ABOUT THIS EXERCISE: Answer with a single number, the count of lines in the material below that contain the word "names".

SOURCE MATERIAL:

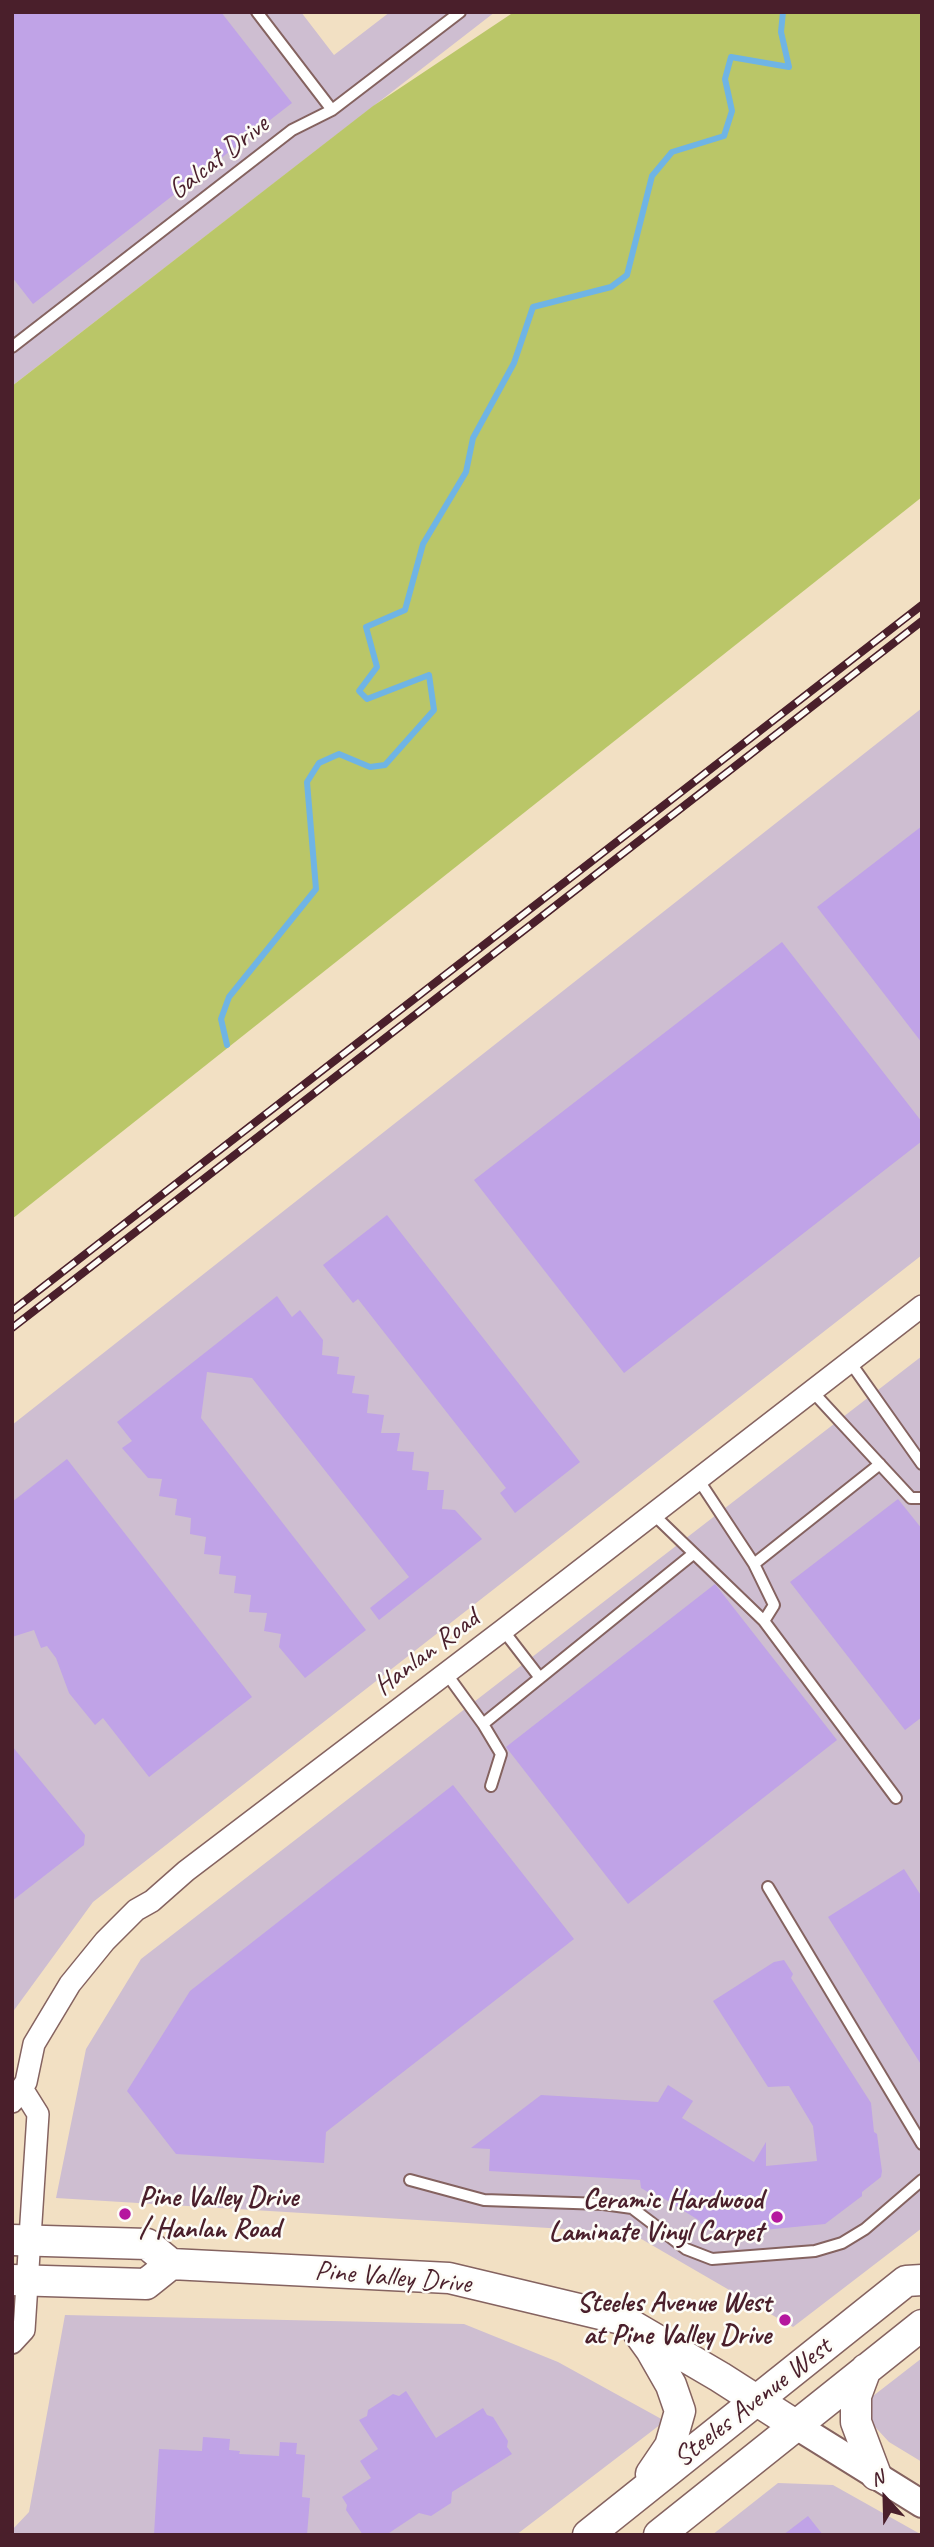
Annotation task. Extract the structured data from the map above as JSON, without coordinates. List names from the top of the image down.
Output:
{
  "streets": {
    "main road": ["Pine Valley Drive", "Steeles Avenue West"],
    "street": ["Hanlan Road"],
    "lane": ["Galcat Drive"]
  },
  "crossings": [
    ["Pine Valley Drive", "Steeles Avenue West"]
  ],
  "places": ["Pine Valley Drive / Hanlan Road", "Ceramic Hardwood Laminate Vinyl Carpet", "Steeles Avenue West at Pine Valley Drive"],
  "north": "top"
}
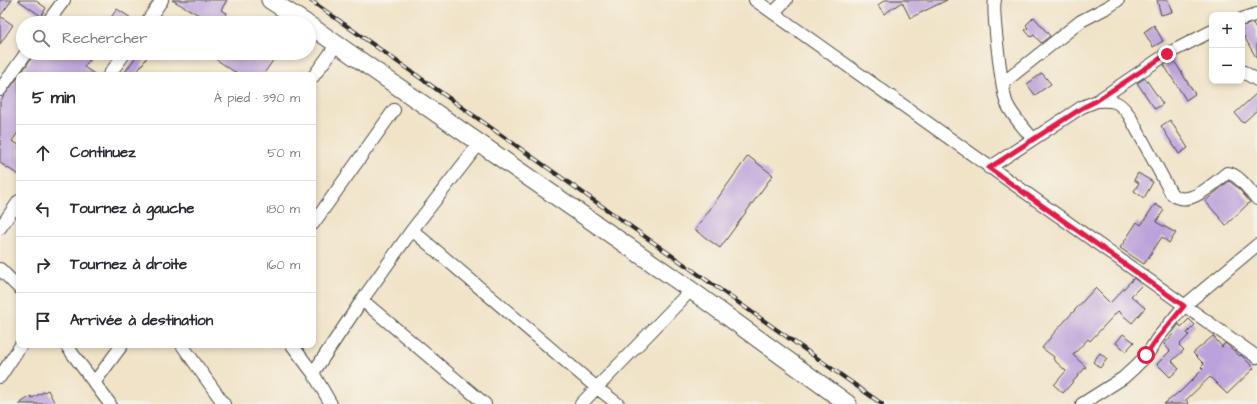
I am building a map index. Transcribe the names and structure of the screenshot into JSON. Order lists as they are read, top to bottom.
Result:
{
  "page": {
    "map_buttons": ["+", "−"],
    "search": "Rechercher",
    "heading": ["5 min", "À pied · 390 m"],
    "list": [
      ["Continuez", "50 m"],
      ["Tournez à gauche", "180 m"],
      ["Tournez à droite", "160 m"],
      "Arrivée à destination"
    ]
  }
}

EXPECTED OUTPUT: 2